Organoids are miniature versions of human organs that are advancing the study of biology and medicine. These three dimensional, simplified structures can provide an excellent research model, and in some cases, can be tailored to individuals. Now scientists from Columbia University Irving Medical Center (CUIMC) and NewYork-Presbyterian have generated bladder cancer organoids using cells from patient tumors. Bladder cancer is the fifth most common type in the US, and this work, which was published in Cell, shows how organoids can guide the use of therapeutics in patients.
While genetic information about a patient can be a powerful tool and may help show what treatment is best for some kinds of cancer, it does not necessarily indicate how a patient will respond to specific therapeutics.
"The great advantage of organoids is that they are essentially avatars of a patient's tumor," explained study leader Michael M. Shen, Ph.D., professor of medicine, genetics & development, urology, and systems biology at Columbia University Vagelos College of Physicians and Surgeons. "Having these personalized laboratory models, which we can make in a matter of weeks, will let us test multiple different drugs on the tumor and help us bring precision medicine to individuals with bladder cancer."
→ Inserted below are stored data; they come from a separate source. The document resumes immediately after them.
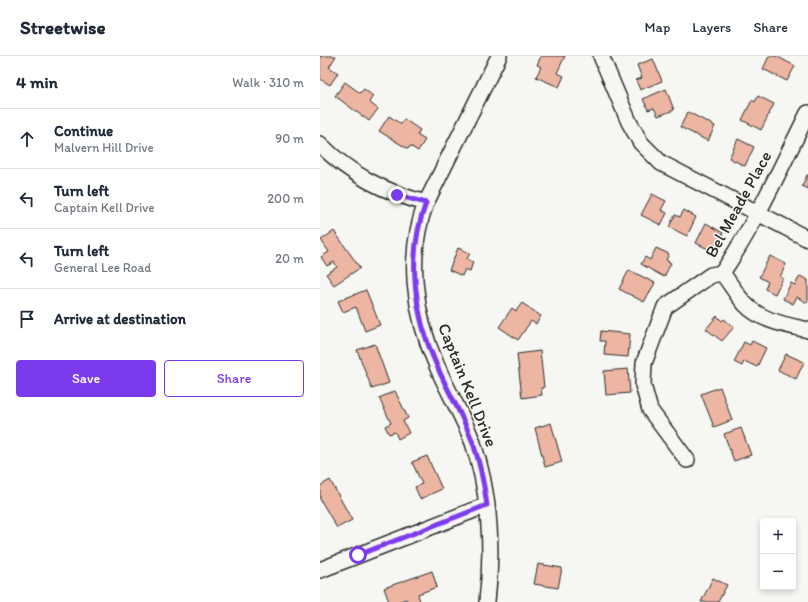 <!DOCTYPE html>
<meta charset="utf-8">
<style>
body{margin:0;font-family:Itim,sans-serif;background:#f6f6f7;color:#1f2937}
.controls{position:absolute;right:12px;bottom:12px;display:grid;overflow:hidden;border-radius:4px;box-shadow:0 2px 6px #0003}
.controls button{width:36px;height:36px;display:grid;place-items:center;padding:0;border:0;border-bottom:1px solid #e0e1e3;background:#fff;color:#1f2937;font:20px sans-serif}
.stop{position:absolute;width:12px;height:12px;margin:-9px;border:3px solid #7c3aed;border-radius:50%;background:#fff}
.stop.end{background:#7c3aed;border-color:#fff;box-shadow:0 1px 4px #0008}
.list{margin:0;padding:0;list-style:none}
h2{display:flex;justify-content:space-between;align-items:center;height:52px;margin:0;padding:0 16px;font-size:17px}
h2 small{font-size:13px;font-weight:400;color:#747a83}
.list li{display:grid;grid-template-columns:26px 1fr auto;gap:12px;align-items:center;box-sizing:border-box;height:60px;padding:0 16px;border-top:1px solid #e0e1e3}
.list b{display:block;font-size:15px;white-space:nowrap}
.list p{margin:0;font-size:13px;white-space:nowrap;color:#747a83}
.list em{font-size:13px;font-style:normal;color:#747a83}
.actions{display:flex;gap:8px;padding:12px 16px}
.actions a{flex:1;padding:9px 0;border:1px solid #7c3aed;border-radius:4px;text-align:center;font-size:14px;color:#7c3aed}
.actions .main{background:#7c3aed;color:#fff}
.icon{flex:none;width:22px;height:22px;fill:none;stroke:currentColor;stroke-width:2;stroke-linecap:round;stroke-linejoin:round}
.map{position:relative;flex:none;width:488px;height:546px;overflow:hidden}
header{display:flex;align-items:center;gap:24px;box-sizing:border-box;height:56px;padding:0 20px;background:#fff;border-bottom:1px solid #e0e1e3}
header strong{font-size:19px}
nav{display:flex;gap:22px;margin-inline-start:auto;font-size:14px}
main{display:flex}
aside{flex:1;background:#fff}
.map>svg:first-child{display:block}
</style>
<header>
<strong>Streetwise</strong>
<nav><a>Map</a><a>Layers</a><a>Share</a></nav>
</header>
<main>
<aside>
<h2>4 min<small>Walk · 310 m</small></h2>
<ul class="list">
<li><svg class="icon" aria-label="ahead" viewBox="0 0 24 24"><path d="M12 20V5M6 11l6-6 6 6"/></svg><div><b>Continue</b><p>Malvern Hill Drive</p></div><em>90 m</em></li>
<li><svg class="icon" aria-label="left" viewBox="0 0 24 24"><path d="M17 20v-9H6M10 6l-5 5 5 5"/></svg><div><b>Turn left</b><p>Captain Kell Drive</p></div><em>200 m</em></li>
<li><svg class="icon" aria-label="left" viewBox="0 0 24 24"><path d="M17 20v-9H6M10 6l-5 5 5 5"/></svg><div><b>Turn left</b><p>General Lee Road</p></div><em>20 m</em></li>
<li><svg class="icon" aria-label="arrive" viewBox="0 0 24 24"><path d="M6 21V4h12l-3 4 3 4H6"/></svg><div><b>Arrive at destination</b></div></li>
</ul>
<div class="actions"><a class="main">Save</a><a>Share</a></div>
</aside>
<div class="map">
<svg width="488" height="546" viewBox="0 0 488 546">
<rect width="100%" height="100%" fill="#f6f6f2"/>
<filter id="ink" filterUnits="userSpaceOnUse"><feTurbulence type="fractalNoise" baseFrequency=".025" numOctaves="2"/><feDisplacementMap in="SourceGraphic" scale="8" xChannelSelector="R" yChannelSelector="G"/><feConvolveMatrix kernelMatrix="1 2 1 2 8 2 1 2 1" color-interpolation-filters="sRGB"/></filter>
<g filter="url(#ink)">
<path fill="#edb6a3" stroke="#2b2b2b" d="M 0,0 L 16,0 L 9,11 L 18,17 L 10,29 L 0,23 Z
M 221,0 L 245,0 L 237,17 L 244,20 L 239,31 L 216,21 L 221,11 L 217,9 Z
M 449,0 L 456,0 L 475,10 L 467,25 L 443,13 Z
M 333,3 L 342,25 L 320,34 L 316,24 L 322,22 L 317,9 Z
M 25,26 L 40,37 L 44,33 L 53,40 L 49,46 L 58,53 L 49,65 L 15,40 Z
M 346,33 L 354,54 L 338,60 L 334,52 L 328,54 L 323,43 Z
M 438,40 L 454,48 L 441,74 L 422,64 L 432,44 L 435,46 Z
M 368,56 L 395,70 L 388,85 L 360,71 Z
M 69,60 L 81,68 L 84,63 L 100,74 L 97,79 L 105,84 L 98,95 L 90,90 L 88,93 L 59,75 Z
M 418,83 L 434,91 L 425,110 L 409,102 Z
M 487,119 L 488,119 L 488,133 L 482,130 Z
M 332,138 L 346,145 L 341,154 L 347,157 L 341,169 L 321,159 Z
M 364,154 L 376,161 L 367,180 L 349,171 L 355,159 L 360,161 Z
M 386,167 L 403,177 L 396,190 L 393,189 L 390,194 L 376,187 Z
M 14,175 L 40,212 L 14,229 L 6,218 L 17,211 L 14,206 L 7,210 L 1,201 L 9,196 L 1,184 Z
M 138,192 L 150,197 L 147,203 L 153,206 L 150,215 L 145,213 L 142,220 L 129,214 Z
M 336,192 L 349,198 L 346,204 L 351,207 L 344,221 L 321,208 L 325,201 L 330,204 Z
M 450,200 L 466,208 L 460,221 L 463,222 L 455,238 L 445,233 L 448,226 L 439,221 Z
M 309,214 L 335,227 L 324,246 L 299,233 Z
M 480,220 L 488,224 L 488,244 L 487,247 L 477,241 L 473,248 L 463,243 L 471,227 L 475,229 Z
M 46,234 L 60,269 L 45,275 L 36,251 L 23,256 L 18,245 Z
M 202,247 L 221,260 L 216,268 L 211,265 L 198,284 L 179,271 L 192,252 L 196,255 Z
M 397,260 L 402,265 L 404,263 L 414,271 L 402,285 L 386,273 Z
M 281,275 L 310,278 L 308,301 L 284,299 L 285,285 L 280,285 Z
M 432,285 L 446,292 L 437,311 L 424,305 L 422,310 L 414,306 L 424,286 L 430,289 Z
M 55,288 L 69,327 L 52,333 L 37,294 Z
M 220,295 L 224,331 L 221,332 L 222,339 L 202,342 L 197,298 Z
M 466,298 L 484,306 L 476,323 L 458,314 Z
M 308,313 L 310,337 L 286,339 L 284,315 Z
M 400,331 L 412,364 L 394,371 L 381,338 Z
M 75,335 L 88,362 L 83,365 L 89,377 L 78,383 L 75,376 L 69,378 L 65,370 L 71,367 L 59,342 Z
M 231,367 L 242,406 L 225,411 L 215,372 Z
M 421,372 L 431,399 L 414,405 L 404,378 Z
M 107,400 L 122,433 L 100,443 L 95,431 L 102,428 L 92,406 Z
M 10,424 L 32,464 L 17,472 L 0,443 L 0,430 Z
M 218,508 L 242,512 L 238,532 L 214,528 Z
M 112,515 L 117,531 L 98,538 L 100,546 L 88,546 L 86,543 L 77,546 L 69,546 L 64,532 Z
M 393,522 L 407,529 L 398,546 L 381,546 Z"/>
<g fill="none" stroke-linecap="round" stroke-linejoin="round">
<defs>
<path id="minor" d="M 281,0 L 309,66 L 321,87 L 341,107 L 488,183
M 0,88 C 30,119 65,136 106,147
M 402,217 C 410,227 416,238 425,248 C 441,265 466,269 488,274
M 367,404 L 330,354 L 323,329 L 324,307 L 345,251 L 391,219 L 402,217 C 436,167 461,111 488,57
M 0,514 L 167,449
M 167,546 C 173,493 170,438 153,387 C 143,360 128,336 117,310 C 94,259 86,199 106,147 L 179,0"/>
</defs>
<use href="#minor" stroke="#2b2b2b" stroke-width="18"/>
<use href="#minor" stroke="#f6f6f2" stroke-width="15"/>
</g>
</g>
<g fill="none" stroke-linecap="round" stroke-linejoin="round" filter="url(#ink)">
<path stroke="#7c3aed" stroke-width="5" d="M 38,499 L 167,449 C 164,428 160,407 153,387 C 143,360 128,336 117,310 C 94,260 86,199 106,147 L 77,139"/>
</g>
<g text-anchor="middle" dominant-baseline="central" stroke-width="3" stroke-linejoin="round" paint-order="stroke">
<g font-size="17" fill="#2b2b2b" stroke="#f6f6f2">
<text transform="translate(418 148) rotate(-61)">Bel Meade Place</text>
<text transform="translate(148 329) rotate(68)">Captain Kell Drive</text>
</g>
</g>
</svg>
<div class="controls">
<button>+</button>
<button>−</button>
</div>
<div class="stop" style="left:38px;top:499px"></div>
<div class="stop end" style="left:77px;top:139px"></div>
</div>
</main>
Shen is a member of NewYork-Presbyterian/CUIMC's Herbert Irving Comprehensive Cancer Center who started developing organoids for bladder cancer around four years ago. That meant figuring out the specifications for growing them, including the environmental conditions, the nutrients, and culture techniques that keep them alive. These conditions can vary widely between different kinds of organoids.
In the current study, organoids were made from the tumor cells of 22 patients with invasive bladder cancer. They had many of the same genetic and molecular features as the patient tumors they were derived from; growing to about one millimeter in diameter, they also had a similar appearance. Genetic changes also happened to the tumors over time; a phenomenon called clonal evolution.
"Clonal evolution is a major driver of tumor progression and drug resistance. It's remarkably difficult to model for a solid tumor," said Shen. "With these organoids, we will be able to study how bladder tumors evolve and perhaps learn how to prevent tumors from becoming resistant to treatment."
Organoids were generated from samples taken from three patients before as well as after treatment. "This offers a new way to study the molecular mechanisms associated with drug response and drug resistance," noted Shen.
There is a lack of decent research models for bladder cancer. "The creation of bladder cancer organoids is an important advance in the field," noted study co-author James M. McKiernan, MD, the John K. Lattimer Professor of Urology and chair of urology at Columbia University Vagelos College of Physicians and Surgeons, and urologist-in-chief at NewYork-Presbyterian/Columbia. "This should greatly improve our understanding of the genomics of bladder cancer, how these tumors respond to drugs, and how they develop drug resistance. Ultimately, this may allow us to develop new therapies for the disease and predict an individual patient's response to treatment."
Now, tests are planned to evaluate how well the organoids predict outcomes. These "co-clinical" trials have patients and their organoids exposed to the same drug. "This would establish whether organoids can be used to predict how an individual patient will respond to a specific therapy," explained Shen. "At present, it's very difficult to know beforehand exactly which drugs may be most effective for a given patient."
Tumor removal and chemotherapy or immunotherapy is currently the mode of treatment when bladder cancer has not yet reached muscle tissue. These types of tumors tend to come back and need repeat treatments. They can progress to a harder to treat and deadlier form when a muscle is affected; such patients often have to have surgery for bladder removal.
"Since bladder removal has such a profound effect on quality of life, most patients seek to avoid it," said Shen. "We desperately need better, more targeted therapies for both types of bladder cancer."